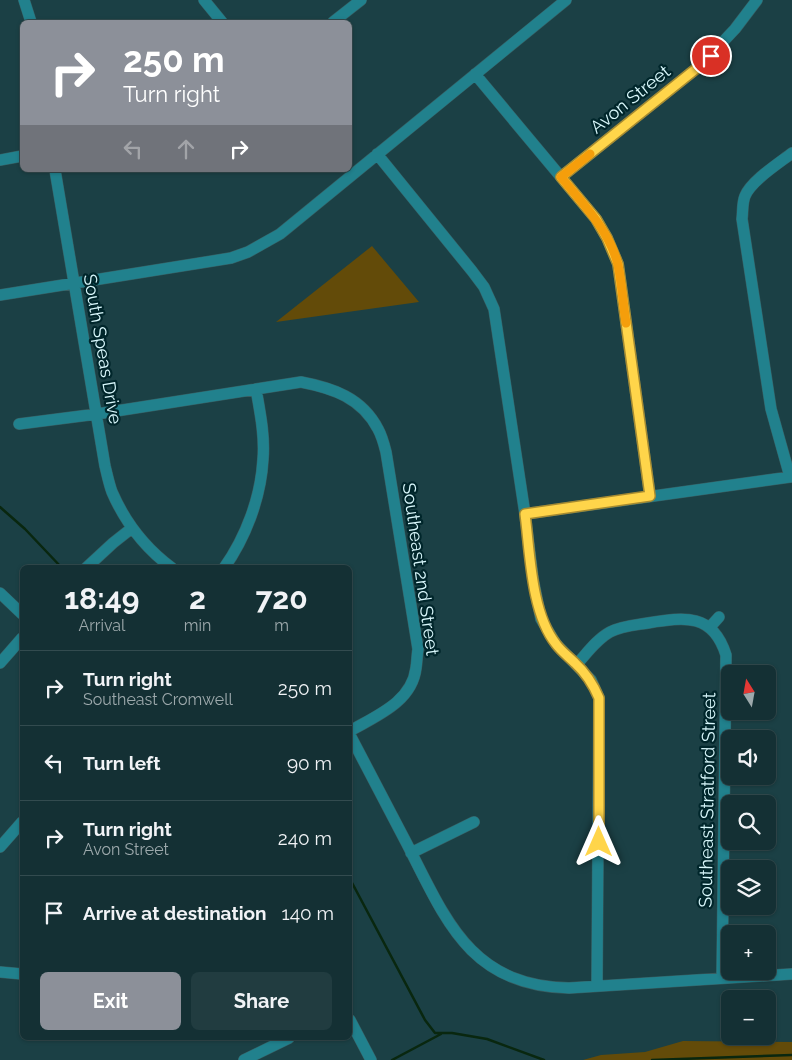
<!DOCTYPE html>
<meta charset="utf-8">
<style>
:root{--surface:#143034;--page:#213c40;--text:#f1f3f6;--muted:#9da9ac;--line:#334b4f;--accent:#8c9099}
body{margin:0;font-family:Raleway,sans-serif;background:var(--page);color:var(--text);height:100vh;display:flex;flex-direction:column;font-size:19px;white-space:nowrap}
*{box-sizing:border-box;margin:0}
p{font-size:16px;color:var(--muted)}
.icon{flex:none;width:28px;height:28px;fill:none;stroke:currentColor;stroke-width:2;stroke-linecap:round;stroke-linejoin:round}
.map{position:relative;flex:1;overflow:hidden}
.side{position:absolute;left:20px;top:565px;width:332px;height:475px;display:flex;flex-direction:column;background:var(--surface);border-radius:8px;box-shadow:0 1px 4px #0004,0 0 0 1px var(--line)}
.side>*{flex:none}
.top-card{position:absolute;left:20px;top:20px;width:332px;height:152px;border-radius:8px;box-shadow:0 1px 4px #0004,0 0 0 1px var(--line);background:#8c9099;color:#fff;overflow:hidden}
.needle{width:32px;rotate:349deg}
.fabs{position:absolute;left:721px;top:665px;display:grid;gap:10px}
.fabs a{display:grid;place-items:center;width:55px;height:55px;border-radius:8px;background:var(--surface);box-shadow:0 1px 4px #0004,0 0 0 1px var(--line);font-size:25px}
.pin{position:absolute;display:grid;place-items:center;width:42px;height:42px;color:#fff;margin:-21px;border:2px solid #fff;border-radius:50%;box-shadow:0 1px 5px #0007}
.me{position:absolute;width:55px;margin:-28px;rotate:0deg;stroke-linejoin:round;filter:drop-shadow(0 0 4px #0008)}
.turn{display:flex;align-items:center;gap:18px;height:105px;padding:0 20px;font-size:22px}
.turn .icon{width:65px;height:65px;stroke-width:2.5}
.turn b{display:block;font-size:35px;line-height:42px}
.lanes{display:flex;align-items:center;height:48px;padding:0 20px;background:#0003;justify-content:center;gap:25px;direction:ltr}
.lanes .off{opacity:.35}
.eta{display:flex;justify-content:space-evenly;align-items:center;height:85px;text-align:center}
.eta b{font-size:30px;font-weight:700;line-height:35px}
.action{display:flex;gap:10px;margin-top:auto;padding:10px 20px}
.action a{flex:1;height:58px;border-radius:8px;background:var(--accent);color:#fff;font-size:20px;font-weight:700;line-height:58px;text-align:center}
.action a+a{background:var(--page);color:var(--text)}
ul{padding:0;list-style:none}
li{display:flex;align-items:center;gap:15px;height:75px;padding:0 20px;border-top:1px solid var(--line)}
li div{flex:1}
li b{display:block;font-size:19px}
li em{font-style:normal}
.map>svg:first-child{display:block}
.green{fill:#634b09}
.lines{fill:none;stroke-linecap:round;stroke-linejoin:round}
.stream{stroke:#09270f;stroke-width:2.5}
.street-casing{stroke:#385d61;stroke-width:12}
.street{stroke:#21818d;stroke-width:11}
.route-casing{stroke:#a68a30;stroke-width:12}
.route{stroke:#ffd54a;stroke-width:9}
.slow{stroke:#f59e0b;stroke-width:9}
.labels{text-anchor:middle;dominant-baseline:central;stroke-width:4.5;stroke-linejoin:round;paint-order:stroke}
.street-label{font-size:18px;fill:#d9f8fc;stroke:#00262b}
</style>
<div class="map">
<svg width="792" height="1060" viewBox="0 0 792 1060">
<rect width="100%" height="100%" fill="#1b4045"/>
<!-- green -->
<path class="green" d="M372,246L419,302L276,322Z
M683,1041L792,1042V1060H583L601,1055L645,1052Z"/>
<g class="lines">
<!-- stream -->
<path class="stream" d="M0,507L25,529L62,568
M350,879L425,1020L435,1033H452L487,1039L544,1060
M392,1060L441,1034
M652,1060L792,1055"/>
<defs>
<path id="street" d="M24,0L31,22
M204,0L222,22
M333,22L361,0
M475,74L596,219L607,238L618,264L650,496
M377,154L472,271L484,287L494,309L525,514L533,579L541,619L556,644L591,680L599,698L597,986
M0,160L22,156
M55,170L105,466C107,474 109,484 112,492C125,522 145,548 172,568
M561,177L702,64L735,29L757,0
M0,295L231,258L248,252L280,234L566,0
M19,424L97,414L301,382C333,388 362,398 378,429C382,436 384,444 386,452L418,649C417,655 417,662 416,668C412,702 376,716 350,731
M525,514L790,477L771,409L742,219C743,212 742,203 745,196C751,181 779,163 792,153
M86,568L113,543L132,528
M224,568C246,537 261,497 263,459C265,436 260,412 256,389
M0,593L22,614
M710,627L719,617
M0,663L22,638
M577,664C587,653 597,639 610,632C621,626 636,625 648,623C685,617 713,613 726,655L722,978
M350,735C369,772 388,808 407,844C446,920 470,986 569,988L792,974
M0,847L22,822
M411,853L474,822
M0,972L22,974
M350,1020L371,1060
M244,1060L289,1038"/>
</defs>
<!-- street casing -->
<use href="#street" class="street-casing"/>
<!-- street -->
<use href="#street" class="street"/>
</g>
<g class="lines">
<defs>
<path id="route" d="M599,842V698C593,684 586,673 575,663C569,657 561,651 556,644C531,613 530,552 525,514L650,496L618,264L607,238L596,219L561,177L702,64L711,56"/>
</defs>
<!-- route casing -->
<use href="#route" class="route-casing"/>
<!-- route -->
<use href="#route" class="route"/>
<!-- slow -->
<path class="slow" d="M590,154L561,177C583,204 610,231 618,265C622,284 623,304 626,323"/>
</g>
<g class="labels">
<!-- street labels -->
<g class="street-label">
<text transform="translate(630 99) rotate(-39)">Avon Street</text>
<text transform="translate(103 349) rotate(80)">South Speas Drive</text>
<text transform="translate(421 569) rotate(82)">Southeast 2nd Street</text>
<text transform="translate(707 800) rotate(-89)">Southeast Stratford Street</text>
</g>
</g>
</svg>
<div class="fabs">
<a><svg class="needle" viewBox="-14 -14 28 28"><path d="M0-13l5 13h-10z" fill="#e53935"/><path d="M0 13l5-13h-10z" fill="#9da9ac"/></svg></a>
<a><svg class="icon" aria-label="sound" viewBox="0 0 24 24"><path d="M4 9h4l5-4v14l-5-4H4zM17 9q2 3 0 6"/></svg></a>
<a><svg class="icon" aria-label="search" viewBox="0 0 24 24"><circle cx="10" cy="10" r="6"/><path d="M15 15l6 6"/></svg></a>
<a><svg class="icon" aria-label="layers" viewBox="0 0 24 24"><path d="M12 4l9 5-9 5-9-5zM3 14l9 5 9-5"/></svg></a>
<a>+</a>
<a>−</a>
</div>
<div class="pin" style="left:711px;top:56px;background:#d93025"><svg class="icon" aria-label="arrive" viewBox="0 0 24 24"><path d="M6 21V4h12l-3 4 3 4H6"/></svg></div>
<svg class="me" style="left:599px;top:842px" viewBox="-20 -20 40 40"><path d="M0-17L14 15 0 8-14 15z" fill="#ffd54a" stroke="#fff" stroke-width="4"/></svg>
<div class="top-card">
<div class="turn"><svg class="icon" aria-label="right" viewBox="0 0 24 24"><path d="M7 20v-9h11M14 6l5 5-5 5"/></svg><div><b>250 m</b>Turn right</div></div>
<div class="lanes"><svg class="icon off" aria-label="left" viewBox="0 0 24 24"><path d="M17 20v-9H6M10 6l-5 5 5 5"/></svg><svg class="icon off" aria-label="ahead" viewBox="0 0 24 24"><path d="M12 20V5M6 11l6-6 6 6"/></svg><svg class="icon" aria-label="right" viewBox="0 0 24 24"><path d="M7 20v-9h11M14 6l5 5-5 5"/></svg></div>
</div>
<section class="side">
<div class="eta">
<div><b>18:49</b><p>Arrival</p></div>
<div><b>2</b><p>min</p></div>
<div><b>720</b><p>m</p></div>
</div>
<ul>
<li><svg class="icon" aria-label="right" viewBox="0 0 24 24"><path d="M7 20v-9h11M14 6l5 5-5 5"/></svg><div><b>Turn right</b><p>Southeast Cromwell</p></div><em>250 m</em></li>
<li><svg class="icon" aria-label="left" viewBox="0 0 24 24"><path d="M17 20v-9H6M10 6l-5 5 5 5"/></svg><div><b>Turn left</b></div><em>90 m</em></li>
<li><svg class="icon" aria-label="right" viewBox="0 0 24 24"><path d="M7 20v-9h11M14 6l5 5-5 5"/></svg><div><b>Turn right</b><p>Avon Street</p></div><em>240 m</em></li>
<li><svg class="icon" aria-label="arrive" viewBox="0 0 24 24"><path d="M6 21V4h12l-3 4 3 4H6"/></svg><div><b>Arrive at destination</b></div><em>140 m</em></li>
</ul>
<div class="action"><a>Exit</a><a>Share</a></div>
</section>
</div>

☆ ☆ ☆

# PROBLEM DETAILS:
Wherever a line in the entries above holds "direction", copy that line.

# TASK RESULT:
body{margin:0;font-family:Raleway,sans-serif;background:var(--page);color:var(--text);height:100vh;display:flex;flex-direction:column;font-size:19px;white-space:nowrap}
.side{position:absolute;left:20px;top:565px;width:332px;height:475px;display:flex;flex-direction:column;background:var(--surface);border-radius:8px;box-shadow:0 1px 4px #0004,0 0 0 1px var(--line)}
.lanes{display:flex;align-items:center;height:48px;padding:0 20px;background:#0003;justify-content:center;gap:25px;direction:ltr}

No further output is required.